A recente multa aplicada à Clínica Delgado-Auna, no Peru, por vazar informações de saúde da artista Shakira, escancara um problema profundo e cada vez mais urgente: a fragilidade da governança da privacidade no setor da saúde. Foram mais de R$ 1 milhão em penalidades por violação do sigilo assistencial, depois que documentos clínicos com diagnósticos e tratamentos vieram a público sem qualquer respaldo legal ou ético. A repercussão foi imediata, e os impactos à imagem da instituição são irreversíveis. O fato ocorreu fora do Brasil, mas o alerta é universal — e extremamente atual.

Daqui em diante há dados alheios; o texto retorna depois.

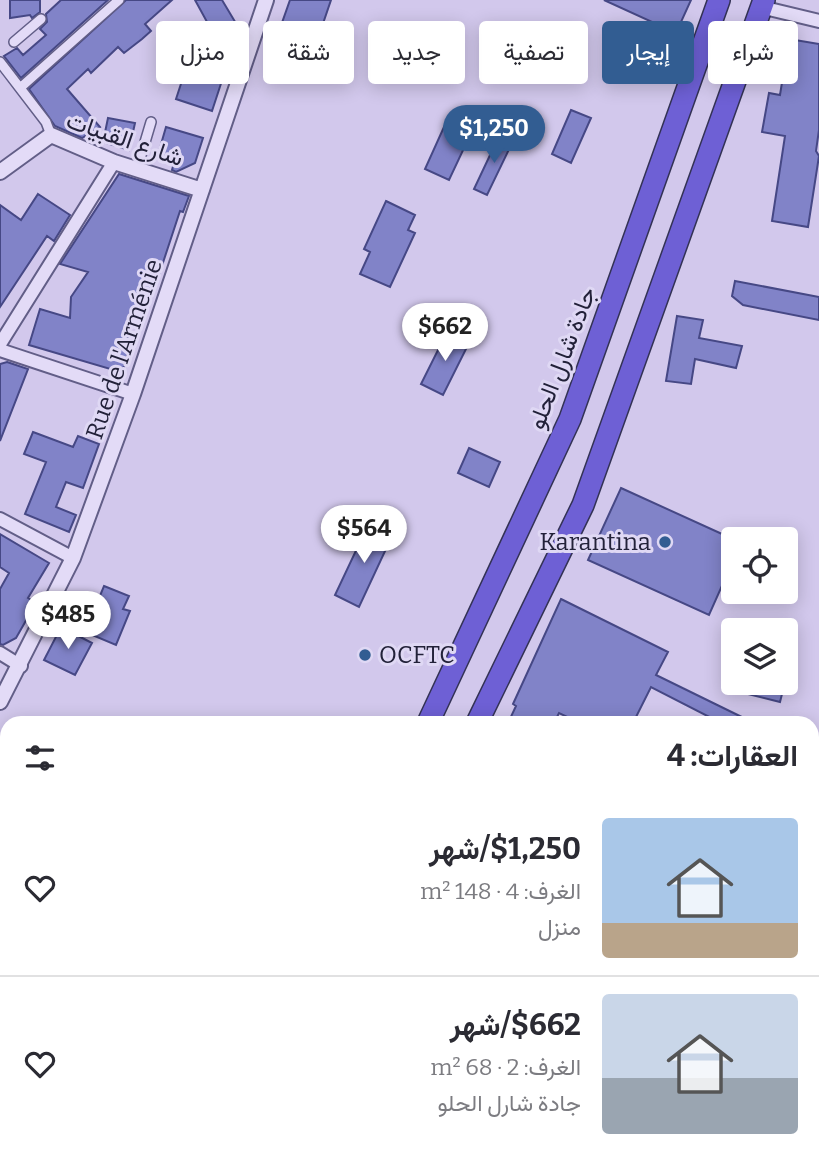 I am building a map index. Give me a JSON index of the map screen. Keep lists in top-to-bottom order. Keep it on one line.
{"streets":{"highway":["جادة شارل الحلو"],"street":["شارع القبيات","Rue de l'Arménie"]},"crossings":[["شارع القبيات","Rue de l'Arménie"]],"places":["Karantina","OCFTC"],"page":{"chip":["شراء","إيجار","تصفية","جديد","شقة","منزل"],"price":["$1,250","$662","$564","$485"],"heading":"العقارات: 4","list":[{"name":"$1,250/شهر","note":"الغرف: 4 · 148 m² · منزل"},{"name":"$662/شهر","note":"الغرف: 2 · 68 m² · جادة شارل الحلو"}]}}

No Brasil, a Lei Geral de Proteção de Dados é categórica ao classificar informações sobre saúde como dados sensíveis, exigindo um grau elevado de proteção e controle. E mais do que uma exigência jurídica, trata-se de uma obrigação ética. O Código de Ética Médica, assim como os normativos dos demais conselhos profissionais da saúde, exige o sigilo irrestrito sobre as informações que envolvem a intimidade e a dignidade do paciente. Romper essa barreira, ainda que por imprudência ou negligência, representa não apenas infração administrativa, mas afronta à confiança depositada pela sociedade nas instituições de saúde.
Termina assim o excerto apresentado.